Preface
I will need to provide additional resources, information, training data, and more to make this determination a repeatable process. For now, this is the start of a larger article and paper.
I have included a multitude of used resources and links to datasets at the bottom in credits. I will be slowly adding papers and links to model weights over the coming days as I edit the paper.
Hypothesis
Timestep cross dimensional contamination divergence has been trained into my CLIP_L, and is beginning to show divergence in my new CLIP_G guidance model.
There are many ways to teach this in many different forms of many AI models; that provide a uniform utility with COS/SIN based mathematics that can provide rapid training on minimal hardware using intentional cross contamination.

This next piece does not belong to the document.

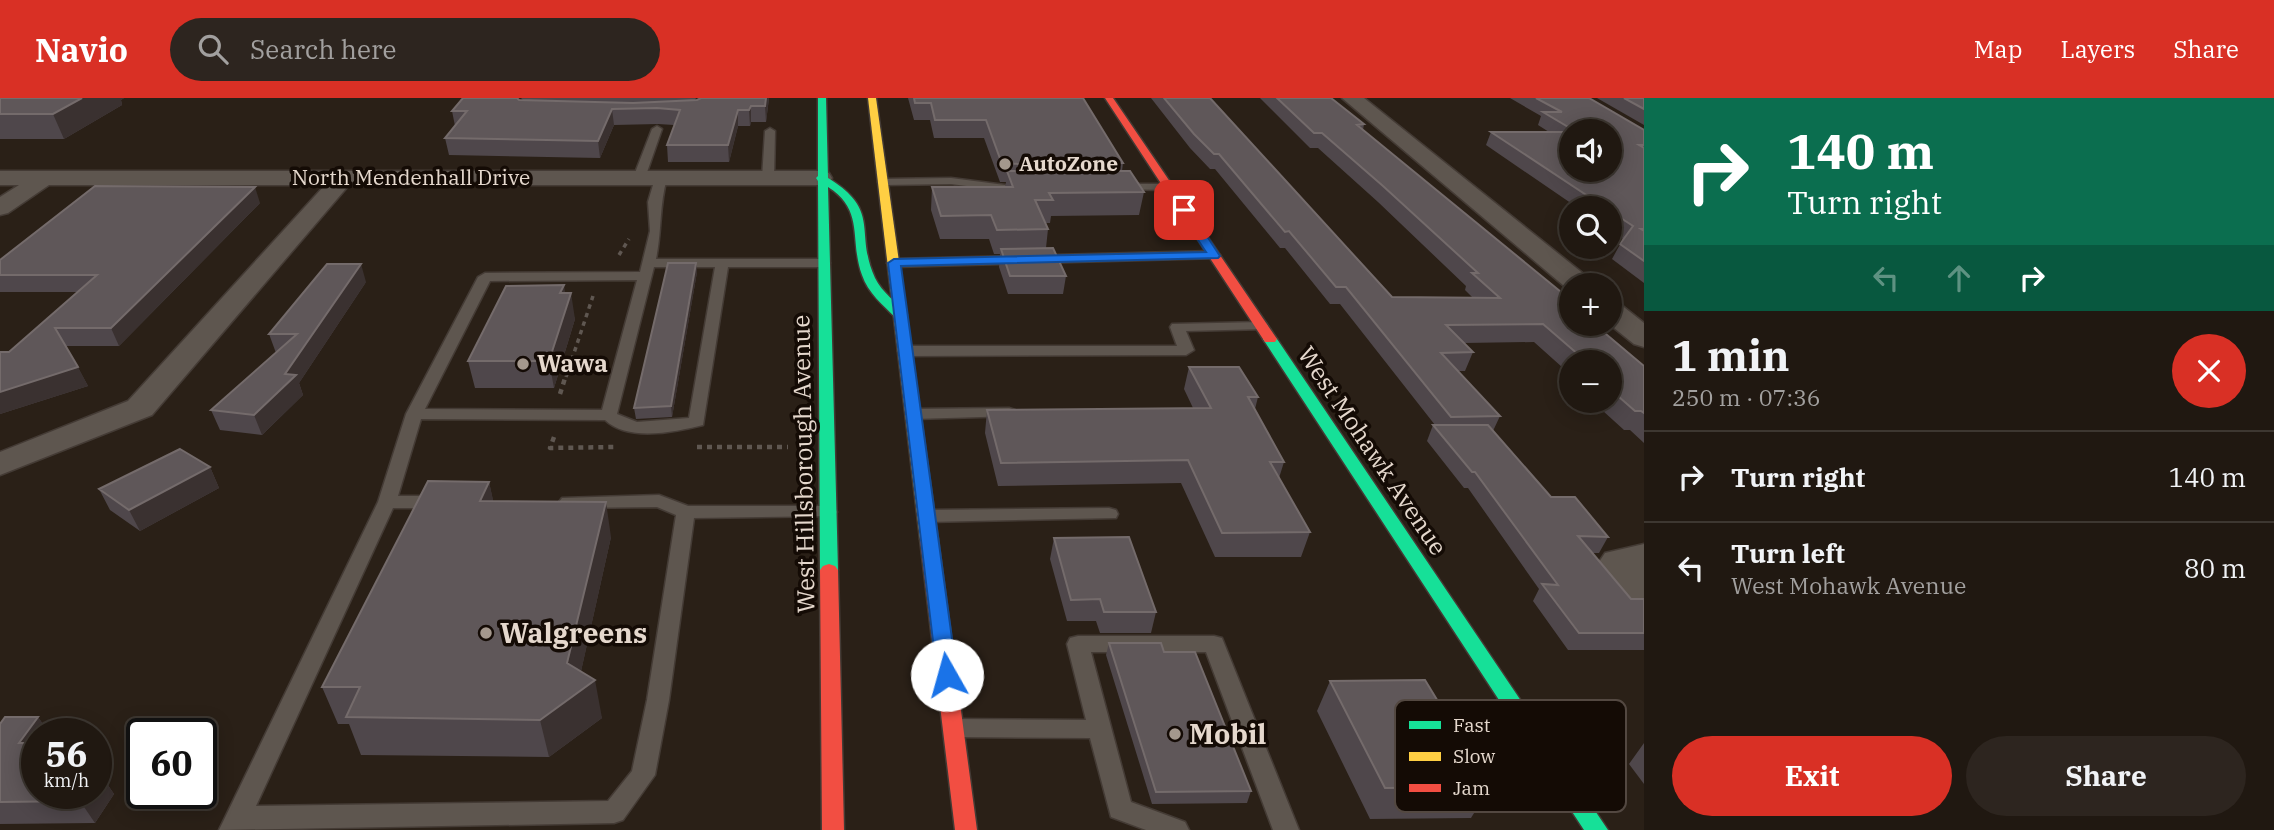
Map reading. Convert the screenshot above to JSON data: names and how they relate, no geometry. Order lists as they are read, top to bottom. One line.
{"streets":{"main road":["West Mohawk Avenue","West Hillsborough Avenue"],"street":["North Mendenhall Drive"]},"crossings":[["North Mendenhall Drive","West Hillsborough Avenue"]],"places":["AutoZone","Wawa","Walgreens","Mobil"],"legend":["Fast","Slow","Jam"],"page":{"header":"Navio","search":"Search here","nav":["Map","Layers","Share"],"turn":["140 m","Turn right"],"map_buttons":["+","−"],"heading":["1 min","250 m · 07:36"],"list":[{"name":"Turn right","value":"140 m"},{"name":"Turn left","note":"West Mohawk Avenue","value":"80 m"}],"speed":"56 km/h","limit":"60","buttons":["Exit","Share"]}}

I also hypothesize that training large models such as T5xxl with very specific guidelines, frozen CLIP_L/CLIP_G as teachers and non-bucketed images for gradient classification and caption vector association, will yield similar results as what happened with the CLIP_L and CLIP_G with minimal finetuning on low-end hardware in comparison to what they used to train the T5xxl originally.
Initial thoughts
I sat there watching image after image generate, over and over. I noticed a few patterns emerging but nothing too major with my Illustrious, SDXL, and early Pony trains. Just the basic linear generation patterns... the constant.
Flux showed up, and I was immediately interested when I managed to turn a banana into a house full of monkeys.

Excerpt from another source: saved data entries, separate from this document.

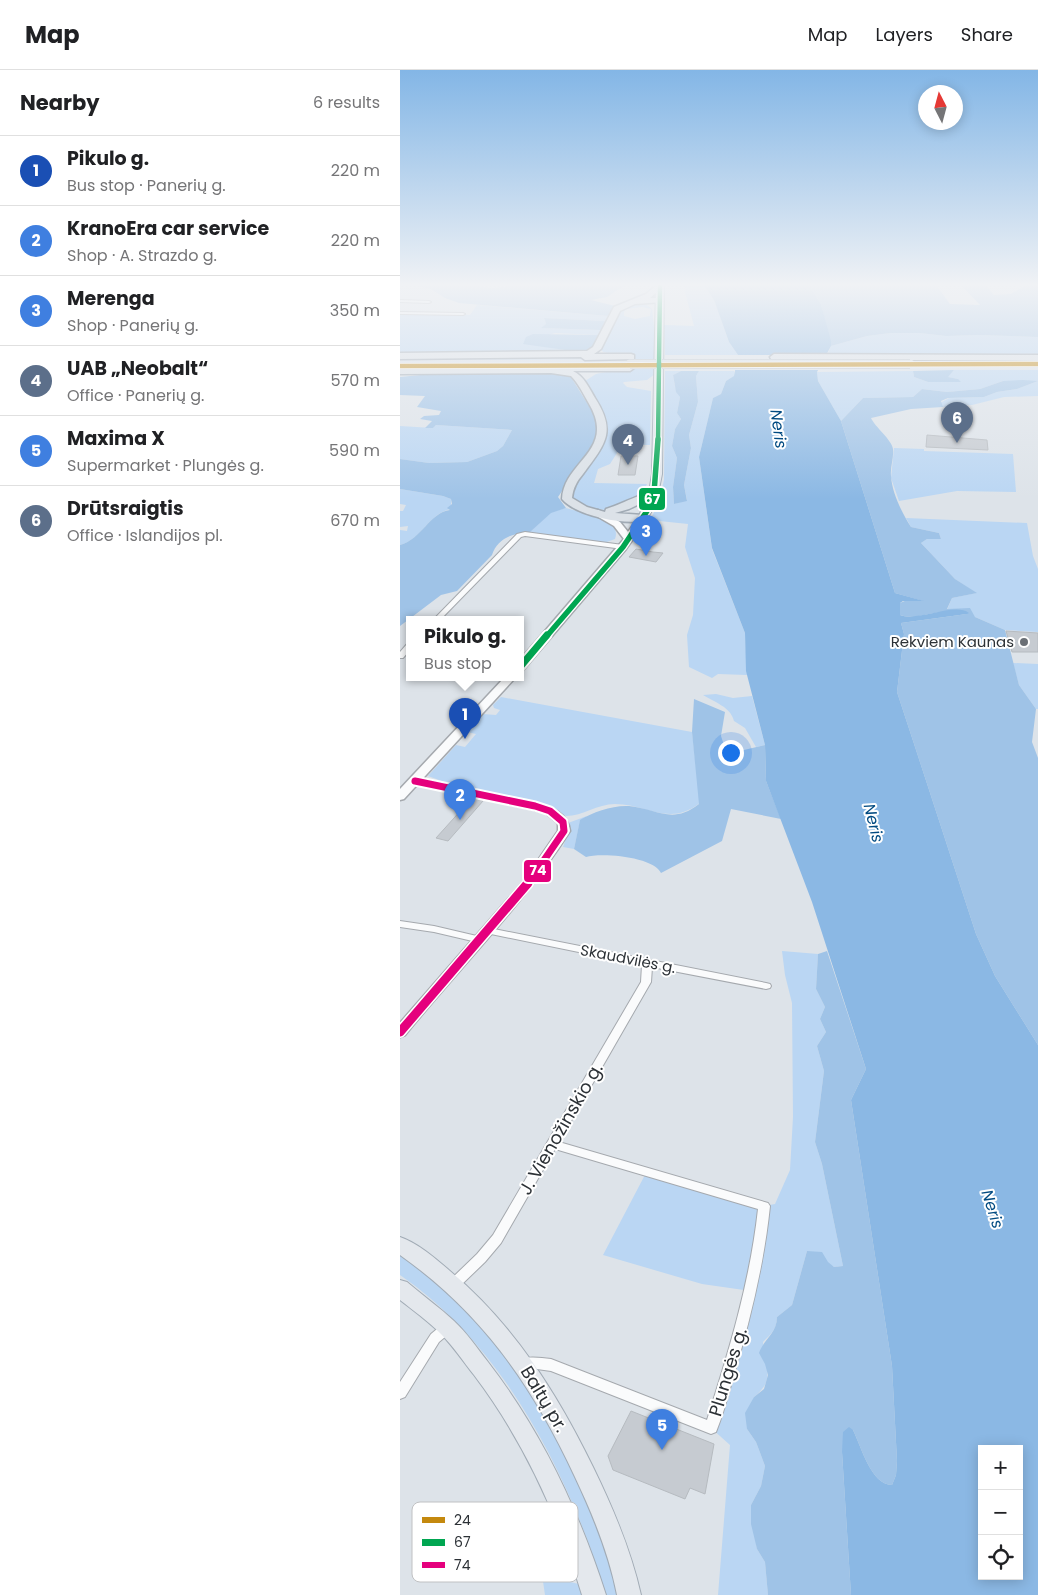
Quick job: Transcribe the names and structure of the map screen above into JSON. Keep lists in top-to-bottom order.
{
  "streets": {
    "main road": ["Baltų pr."],
    "street": ["Skaudvilės g.", "J. Vienožinskio g.", "Plungės g."]
  },
  "crossings": [
    ["Skaudvilės g.", "J. Vienožinskio g."],
    ["J. Vienožinskio g.", "Plungės g."],
    ["J. Vienožinskio g.", "Baltų pr."],
    ["Plungės g.", "Baltų pr."]
  ],
  "water": ["Neris"],
  "places": ["Rekviem Kaunas"],
  "lines": ["transit line 67", "transit line 24", "transit line 74"],
  "legend": ["24", "67", "74"],
  "north": "top",
  "page": {
    "header": "Map",
    "nav": ["Map", "Layers", "Share"],
    "heading": ["Nearby", "6 results"],
    "list": [
      {
        "mark": "1",
        "name": "Pikulo g.",
        "note": "Bus stop · Panerių g.",
        "value": "220 m"
      },
      {
        "mark": "2",
        "name": "KranoEra car service",
        "note": "Shop · A. Strazdo g.",
        "value": "220 m"
      },
      {
        "mark": "3",
        "name": "Merenga",
        "note": "Shop · Panerių g.",
        "value": "350 m"
      },
      {
        "mark": "4",
        "name": "UAB „Neobalt“",
        "note": "Office · Panerių g.",
        "value": "570 m"
      },
      {
        "mark": "5",
        "name": "Maxima X",
        "note": "Supermarket · Plungės g.",
        "value": "590 m"
      },
      {
        "mark": "6",
        "name": "Drūtsraigtis",
        "note": "Office · Islandijos pl.",
        "value": "670 m"
      }
    ],
    "pins": [
      "6",
      "4",
      "3",
      "1",
      "2",
      "5"
    ],
    "popup": ["Pikulo g.", "Bus stop"],
    "map_buttons": ["+", "−"]
  }
}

Once I got into training Flux, I tried to tackle the full beast and I dumped 10,000 images into it. At the time, this was a lot of images to me. I had no idea how few it really would end up being in the long run though.
After many, many failed trainings (nearly $5000 worth, I should have bought an l40); I discovered a series of settings that worked, and settings that did not work. Higher learn rate tended to result in deformities. Lower learn rate tended to result in floating body parts, objects, excess limbs, tentacles, and strange backgrounds or distortions... not to mention some incredibly disturbing NSFW imagery that I will never share; see my article about NSFW training for more information on this topic, but I digress;
The day that I started the Flux Shift training, my first version of F1D Sim trained using the Flux1D2 pro model, I noticed... some very strange things happening. Images would jump or jolt around, moving limbs to new places regularly in a seemingly deterministic way to hide certain details. The system would often force things to be places that I didn't expect them to be. Many other smaller things as well; hundreds or even thousands of small markers started to form patterns that led me to the thought process of offset depiction and the initial discovery of THE RULE OF 3.
However... the way that training systems like Kohya train them and iterate upon what they know, involves a series of gradient weight updates based on other gradient checks that were still at the time completely out of my scope and knowledge.
Given some legitimate time and training, I made a realization while training CLIP_L and CLIP_G Omega models; there is actually a layer of underlying weights tied directly to diffusion, but they weren't trained for this. They were trained to identify images.
The outcome has been a very slow burn. Something that I only noticed yesterday after all the testing, and I realized is something very different to my original goal; when I specifically took note of things appearing in HunYuan that SHOULD NOT exist; but were manifested due to the CLIP being so stubborn about them.
I don't know when it happened, I don't know exactly why, but I think I know HOW it emerged; and the process to recreate this timestep based concept in other models.
I consistently trained this CLIP_L with the same optimizer settings, the same very low learn rates, the same training patterns, no dropout, and as a rival to the T5.
I fed the thing nearly 33 million samples so far, give or take, and there are a few versions showing up rather than just one in the future when I finetune them specifically with the training parameters I'm developing now.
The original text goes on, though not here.